Rizzo Roberta, Van den Bree Marianne, Challenger Aimee, Cuthbert Andrew, Ayllon Michael Arribas, Clarke Angus, Thompson Rose
Cardiff University, Cardiff, UK.
The McPin Foundation, London, UK.
J Community Genet. 2020 Jan;11(1):101-111. doi: 10.1007/s12687-019-00425-8. Epub 2019 May 25.
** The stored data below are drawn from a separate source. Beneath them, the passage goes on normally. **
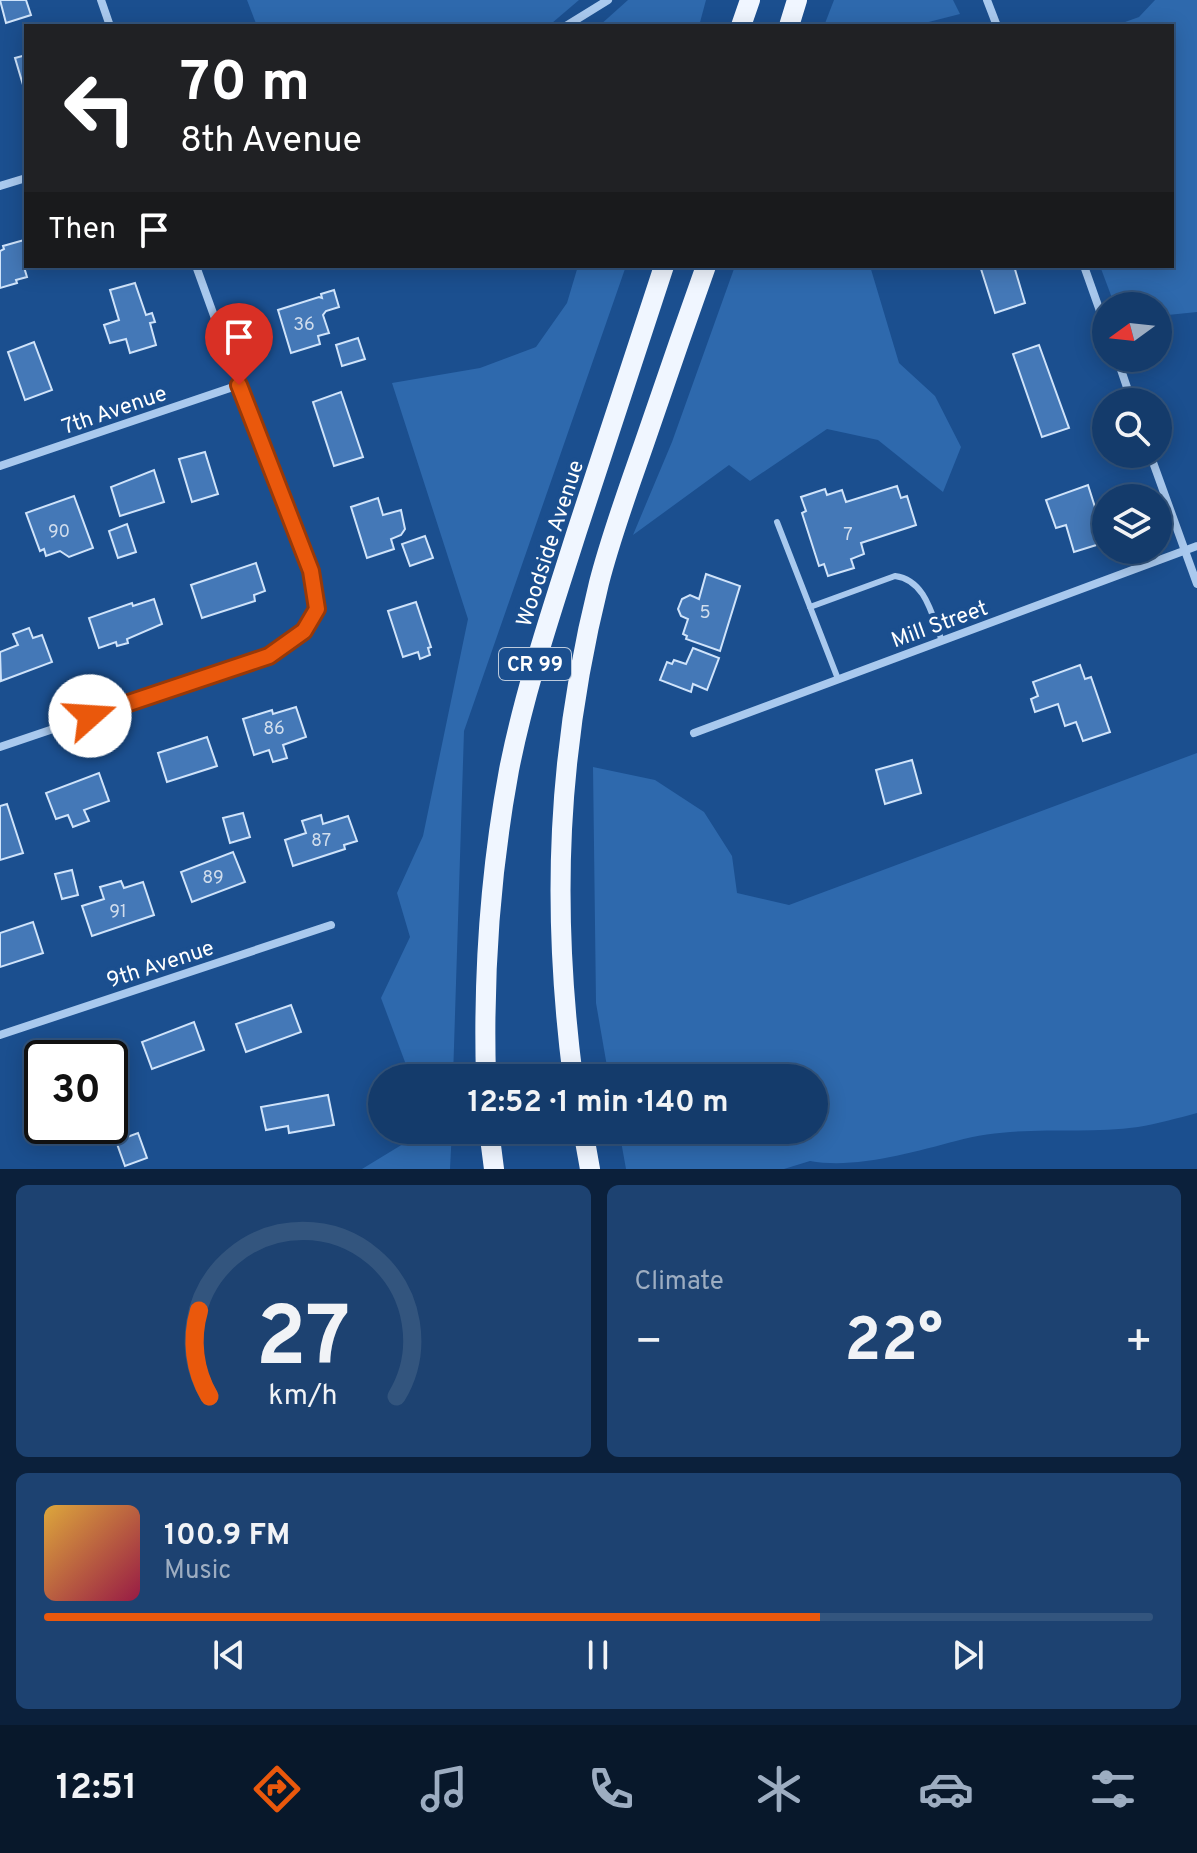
<!DOCTYPE html>
<meta charset="utf-8">
<style>
:root{--surface:#143b6b;--page:#1d4271;--text:#f1f3f6;--muted:#9dadc1;--line:#33557e;--accent:#ea580c}
body{margin:0;font-family:Overpass,sans-serif;background:var(--page);color:var(--text);height:100vh;display:flex;flex-direction:column;font-size:30px;white-space:nowrap}
*{box-sizing:border-box;margin:0}
p{font-size:26px;color:var(--muted)}
.icon{flex:none;width:44px;height:44px;fill:none;stroke:currentColor;stroke-width:2;stroke-linecap:round;stroke-linejoin:round}
.map{position:relative;height:1169px;overflow:hidden}
.side{display:flex;flex-direction:column;gap:16px;padding:16px;background:#0b203b;flex:1}
.side>*{flex:none}
.hud{position:absolute;left:24px;top:24px;width:1150px;height:244px;border-radius:0px;box-shadow:0 4px 20px #0003,0 0 0 2px var(--line);background:#202124;color:#fff;overflow:hidden}
.needle{width:52px;rotate:255deg}
.buttons{position:absolute;left:1092px;top:292px;display:grid;gap:16px}
.buttons a{display:grid;place-items:center;width:80px;height:80px;border-radius:50%;background:var(--surface);box-shadow:0 4px 20px #0003,0 0 0 2px var(--line);font-size:40px}
.speed{position:absolute;left:24px;top:1040px;display:flex;gap:16px;font-size:40px;font-weight:700;text-align:center}
.speed>*{display:grid;place-content:center;width:104px;height:104px;border-radius:50%;background:var(--surface);box-shadow:0 4px 20px #0003,0 0 0 2px var(--line);line-height:1}
.speed .limit{border:4px solid #111;border-radius:12px;background:#fff;color:#111}
.pin{position:absolute;display:grid;place-items:center;width:68px;height:68px;color:#fff;margin:-82px -34px;border-radius:50% 50% 50% 0;rotate:-45deg;box-shadow:0 0 8px #0007}
.pin .icon{rotate:45deg}
.me{position:absolute;width:88px;margin:-44px;rotate:71deg;stroke-linejoin:round;filter:drop-shadow(0 0 6px #0008)}
.turn{display:flex;align-items:center;gap:28px;height:168px;padding:0 24px;font-size:36px}
.turn .icon{width:104px;height:104px;stroke-width:2.5}
.turn b{display:block;font-size:56px;line-height:68px}
.then{display:flex;align-items:center;height:76px;padding:0 24px;background:#0003;gap:16px;font-size:30px}
.big{font-size:60px;font-weight:700;line-height:1.1}
.side .tile{flex:1;display:flex;flex-direction:column;justify-content:center;gap:12px;min-width:0;padding:0 28px;border-radius:12px;background:var(--page)}
.side .dial{align-items:center;gap:0}
.dial svg{height:208px;overflow:visible;fill:none;stroke:var(--line);stroke-width:7;stroke-linecap:round;text-anchor:middle}
.dial text{fill:var(--text);stroke:none}
.song{display:flex;align-items:center;gap:24px}
.cover{width:96px;height:96px;border-radius:12px;background:linear-gradient(135deg,hsl(40 70% 55%),hsl(340 70% 35%))}
.played{height:8px;border-radius:4px;background:linear-gradient(90deg,var(--accent) 70%,var(--line) 70%)}
.keys{display:flex;justify-content:space-around;direction:ltr}
.heat{display:flex;justify-content:space-between;align-items:center;font-size:44px;direction:ltr}
.side .tiles{flex:1;display:grid;gap:16px;grid-template-columns:1fr 1fr}
.tile:last-child{grid-column:span 2}
.trip{position:absolute;left:368px;top:1064px;width:460px;height:80px;border-radius:40px;background:var(--surface);box-shadow:0 4px 20px #0003,0 0 0 2px var(--line);font-weight:700;line-height:80px;text-align:center}
.tab-bar{display:flex;height:128px;justify-content:space-around;align-items:center;background:#08182b;color:var(--muted)}
.tab-bar .icon{width:56px;height:56px}
.tab-bar .selected{color:var(--accent)}
.tab-bar b{font-size:36px;color:var(--text)}
.map>svg:first-child{display:block}
</style>
<div class="map">
<svg width="1197" height="1169" viewBox="0 0 1197 1169">
<rect width="100%" height="100%" fill="#1b4f8f"/>
<g fill="#2e69ad">
<polygon points="247,0 579,0 552,23 540,26 257,26"/>
<polygon points="628,0 706,0 699,26 599,26"/>
<polygon points="834,0 953,0 960,14 913,26 824,26"/>
<polygon points="1155,0 1197,0 1197,312 1158,316 1158,306 1115,306 1100,266 1172,266 1172,26 1114,26 1139,17"/>
<polygon points="578,266 626,266 464,731 453,1078 411,1078 381,998 410,937 397,893 423,836 468,619 392,383 480,368 536,347 567,303"/>
<polygon points="735,266 870,266 899,363 935,396 961,447 943,492 878,440 827,429 750,481 729,465 633,535 672,442"/>
<path d="M 1197,753 L 1197,1113 C 1178,1118 1157,1124 1138,1127 C 1077,1135 1015,1124 956,1141 C 910,1153 855,1169 810,1161 L 784,1169 L 626,1169 L 619,1130 L 814,1130 L 814,1078 L 609,1078 L 596,1003 L 593,767 L 655,780 L 704,812 L 732,856 L 737,893 L 789,905 Z"/>
<polygon points="426,1130 452,1130 450,1169 362,1169"/>
</g>
<g fill="#4478b7" stroke="#cfe3fa" stroke-width="2">
<polygon points="0,0 26,0 31,15 6,23"/>
<polygon points="26,55 26,95 15,58"/>
<polygon points="24,240 27,266 24,267 27,277 16,280 17,283 0,288 0,251 4,249 3,246"/>
<polygon points="992,266 1014,266 1025,303 995,313 981,269"/>
<polygon points="135,283 146,315 152,313 155,322 150,323 156,345 130,353 126,339 110,343 104,325 119,320 110,290"/>
<polygon points="334,290 339,307 326,311 323,315 329,333 318,336 320,344 291,353 278,310 319,297 322,298 321,294"/>
<polygon points="358,338 365,359 342,366 336,345"/>
<polygon points="34,342 52,390 25,400 8,352"/>
<polygon points="1039,345 1069,428 1042,437 1013,354"/>
<polygon points="341,392 363,457 334,466 313,402"/>
<polygon points="205,452 218,494 192,502 179,459"/>
<polygon points="154,470 164,502 120,516 111,487"/>
<polygon points="1088,485 1106,542 1074,552 1066,525 1056,528 1046,500"/>
<polygon points="897,486 901,498 907,496 916,525 861,543 864,554 851,559 854,568 828,576 824,564 819,566 802,513 806,511 801,497 825,489 827,495 842,490 846,502"/>
<polygon points="74,496 93,548 69,557 60,551 46,556 44,549 40,551 26,513"/>
<polygon points="378,498 383,515 401,510 405,529 401,535 391,539 394,549 367,558 351,507"/>
<polygon points="127,524 136,552 118,558 109,531"/>
<polygon points="425,536 433,558 410,566 402,544"/>
<polygon points="256,563 265,591 254,595 255,601 202,618 191,585"/>
<polygon points="706,574 740,586 720,651 686,639 687,636 683,634 688,619 681,616 678,609 682,599 690,595 699,599"/>
<polygon points="154,599 162,624 127,639 128,643 117,646 116,642 99,648 89,618 132,603 133,606"/>
<polygon points="416,602 431,647 428,648 430,655 420,659 418,652 403,657 388,611"/>
<polygon points="29,628 33,638 42,635 52,662 1,681 0,652 18,645 13,634"/>
<polygon points="693,648 719,658 707,690 693,684 691,692 660,680 667,662 672,664 674,660 686,664"/>
<polygon points="1080,665 1085,679 1091,677 1110,732 1083,741 1076,722 1065,726 1058,704 1035,712 1031,699 1038,696 1033,682"/>
<polygon points="296,707 306,737 283,745 287,758 273,762 269,750 254,755 243,719 272,710 273,714"/>
<polygon points="207,737 217,766 167,782 158,753"/>
<polygon points="912,760 921,793 885,804 876,770"/>
<polygon points="99,773 109,801 84,810 89,821 73,827 68,815 56,819 46,793"/>
<polygon points="7,804 23,853 0,860 0,806"/>
<polygon points="243,813 250,837 230,843 223,818"/>
<polygon points="321,815 323,824 348,816 357,841 344,845 345,849 293,866 285,840 306,833 302,821"/>
<polygon points="233,852 245,882 192,902 181,872"/>
<polygon points="72,870 78,895 62,899 55,874"/>
<polygon points="121,881 124,888 143,882 154,915 92,936 82,906 104,899 100,887"/>
<polygon points="33,922 43,953 0,967 0,933"/>
<polygon points="291,1005 301,1032 246,1052 236,1024"/>
<polygon points="194,1022 204,1050 152,1069 142,1042"/>
<polygon points="110,1052 125,1099 110,1104 110,1058 91,1058"/>
<polygon points="328,1095 334,1125 289,1133 288,1126 266,1130 261,1107"/>
<polygon points="138,1133 147,1158 125,1166 116,1141"/>
</g>
<g fill="none" stroke-linecap="round" stroke-linejoin="round">
<g stroke="#a9c9ee" stroke-width="6">
<polyline points="777,522 838,679"/>
<path d="M 810,607 L 895,576 C 926,580 932,616 942,641"/>
</g>
<g stroke="#a9c9ee" stroke-width="8">
<polyline points="101,0 110,26"/>
<polyline points="987,0 997,26"/>
<polyline points="566,26 608,0"/>
<polyline points="0,186 26,178"/>
<polyline points="1084,266 1106,328"/>
<polyline points="1117,358 1132,402"/>
<polyline points="1150,454 1197,584"/>
<polyline points="0,466 239,385"/>
<polyline points="694,733 1197,546"/>
<polyline points="0,747 269,656 304,631 317,609 311,571 239,385 196,266"/>
<polyline points="0,1035 331,925"/>
</g>
<g stroke="#f0f6ff" stroke-width="20">
<polyline points="741,26 750,0"/>
<polyline points="789,26 797,0"/>
<path d="M 486,1078 C 483,974 490,873 509,770 C 525,689 552,610 577,531 C 606,443 635,354 664,266"/>
<path d="M 573,1078 C 551,906 557,752 599,583 C 611,536 628,490 644,444 C 664,385 685,325 706,266"/>
<polyline points="489,1130 494,1169"/>
<polyline points="583,1130 590,1169"/>
</g>
</g>
<g fill="none" stroke-linecap="round" stroke-linejoin="round">
<defs>
<polyline id="route" points="90,716 269,656 304,631 317,609 311,571 239,385"/>
</defs>
<use href="#route" stroke="#983908" stroke-width="20"/>
<use href="#route" stroke="#ea580c" stroke-width="14"/>
</g>
<g text-anchor="middle" stroke-width="8" stroke-linejoin="round" paint-order="stroke">
<g font-size="18" fill="#d0dded">
<text x="304" y="330">36</text>
<text x="59" y="537">90</text>
<text x="848" y="540">7</text>
<text x="705" y="618">5</text>
<text x="274" y="734">86</text>
<text x="321" y="846">87</text>
<text x="213" y="883">89</text>
<text x="118" y="917">91</text>
</g>
<rect fill="#1b4f8f" stroke="#bbcadd" stroke-width="2" x="499" y="648" width="72" height="32" rx="6"/>
<g font-size="20" font-weight="bold" fill="#fff">
<text x="535" y="671">CR 99</text>
</g>
<g font-size="22" fill="#fff" stroke="#1b4f8f">
<text transform="translate(114 409) rotate(-19)" y="8">7th Avenue</text>
<text transform="translate(549 543) rotate(-72)" y="8">Woodside Avenue</text>
<text transform="translate(939 623) rotate(-20)" y="8">Mill Street</text>
<text transform="translate(160 963) rotate(-18)" y="8">9th Avenue</text>
</g>
</g>
</svg>
<div class="buttons">
<a><svg class="needle" viewBox="-14 -14 28 28"><path d="M0-13l5 13h-10z" fill="#e53935"/><path d="M0 13l5-13h-10z" fill="#9dadc1"/></svg></a>
<a><svg class="icon" aria-label="search" viewBox="0 0 24 24"><circle cx="10" cy="10" r="6"/><path d="M15 15l6 6"/></svg></a>
<a><svg class="icon" aria-label="layers" viewBox="0 0 24 24"><path d="M12 4l9 5-9 5-9-5zM3 14l9 5 9-5"/></svg></a>
</div>
<div class="speed"><div class="limit">30</div></div>
<div class="pin" style="left:239px;top:385px;background:#d93025"><svg class="icon" aria-label="arrive" viewBox="0 0 24 24"><path d="M6 21V4h12l-3 4 3 4H6"/></svg></div>
<svg class="me" style="left:90px;top:716px" viewBox="-20 -20 40 40"><circle r="19" fill="#fff"/><path d="M0-13L10 11 0 6-10 11z" fill="#ea580c"/></svg>
<div class="trip">12:52 · 1 min · 140 m</div>
<div class="hud">
<div class="turn"><svg class="icon" aria-label="left" viewBox="0 0 24 24"><path d="M17 20v-9H6M10 6l-5 5 5 5"/></svg><div><b>70 m</b>8th Avenue</div></div>
<div class="then">Then<svg class="icon" aria-label="arrive" viewBox="0 0 24 24"><path d="M6 21V4h12l-3 4 3 4H6"/></svg></div>
</div>
</div>
<section class="side">
<div class="tiles">
<div class="tile dial"><svg viewBox="0 0 100 80">
<path d="M14 69A42 42 0 1 1 86 69"/>
<path d="M14 69A42 42 0 0 1 10 36" stroke="#ea580c"/>
<text x="50" y="56" font-size="32" font-weight="700">27</text>
<text x="50" y="72" font-size="11">km/h</text>
</svg></div>
<div class="tile"><p>Climate</p>
<div class="heat"><a>−</a><b class="big">22°</b><a>+</a></div>
</div>
<div class="tile">
<div class="song"><i class="cover"></i><div><b>100.9 FM</b><p>Music</p></div></div>
<div class="played"></div>
<div class="keys"><svg class="icon" aria-label="previous" viewBox="0 0 24 24"><path d="M18 5L8 12l10 7zM5 5v14"/></svg><svg class="icon" aria-label="pause" viewBox="0 0 24 24"><path d="M8 5v14M16 5v14"/></svg><svg class="icon" aria-label="next" viewBox="0 0 24 24"><path d="M6 5l10 7-10 7zM19 5v14"/></svg></div>
</div>
</div>
</section>
<nav class="tab-bar">
<b>12:51</b>
<svg class="icon selected" aria-label="directions" viewBox="0 0 24 24"><path d="M12 3l9 9-9 9-9-9zM9 14v-3h6M13 9l2 2-2 2"/></svg>
<svg class="icon" aria-label="music" viewBox="0 0 24 24"><path d="M9 18V5l10-2v13"/><circle cx="6" cy="18" r="3"/><circle cx="16" cy="16" r="3"/></svg>
<svg class="icon" aria-label="phone" viewBox="0 0 24 24"><path d="M5 4h4l2 5-3 2q2 4 5 5l2-3 5 2v4C11 20 4 13 5 4z"/></svg>
<svg class="icon" aria-label="climate" viewBox="0 0 24 24"><path d="M12 3v18M4 7l16 10M4 17L20 7"/></svg>
<svg class="icon" aria-label="car" viewBox="0 0 24 24"><path d="M5 17H2v-5l4-1 3-4h7l3 4 3 1v5h-3M9 17h6M6 11h13"/><circle cx="7" cy="17" r="2"/><circle cx="17" cy="17" r="2"/></svg>
<svg class="icon" aria-label="filters" viewBox="0 0 24 24"><path d="M4 7h16M4 17h16"/><circle cx="9" cy="7" r="2"/><circle cx="15" cy="17" r="2"/></svg>
</nav>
22q11.2 DS is characterised by its variability, rarity and variety of features ranging from congenital heart conditions to psychiatric and behavioural issues. As a result, health information-seeking behaviour is different from other more common conditions. An exploratory study was carried out to understand how parents access information and support, and how that information is shared. Qualitative interviews were carried out with families and support group representatives, and thematic analysis was applied. Four main themes emerged from our findings: perceptions of clinical expertise, parent empowerment, support group activities and community building via an Internet platform. Our thematic analysis enabled the construction of a possible model of information-seeking behaviour in parents and carers of children with 22q11.2 DS. We discuss the model and how the understanding of how information is shared and gathered can aid in clinical practice.
22q11.2 缺失综合征的特点是具有变异性、罕见性以及从先天性心脏病到精神和行为问题等各种各样的特征。因此,其健康信息寻求行为不同于其他更常见的病症。开展了一项探索性研究,以了解家长如何获取信息和支持,以及这些信息是如何共享的。对家庭和支持小组代表进行了定性访谈,并应用了主题分析。我们的研究结果出现了四个主要主题:对临床专业知识的认知、家长赋权、支持小组活动以及通过互联网平台进行社区建设。我们的主题分析促成了一个针对 22q11.2 缺失综合征患儿家长和照料者信息寻求行为的可能模型。我们讨论了该模型以及对信息共享和收集方式的理解如何有助于临床实践。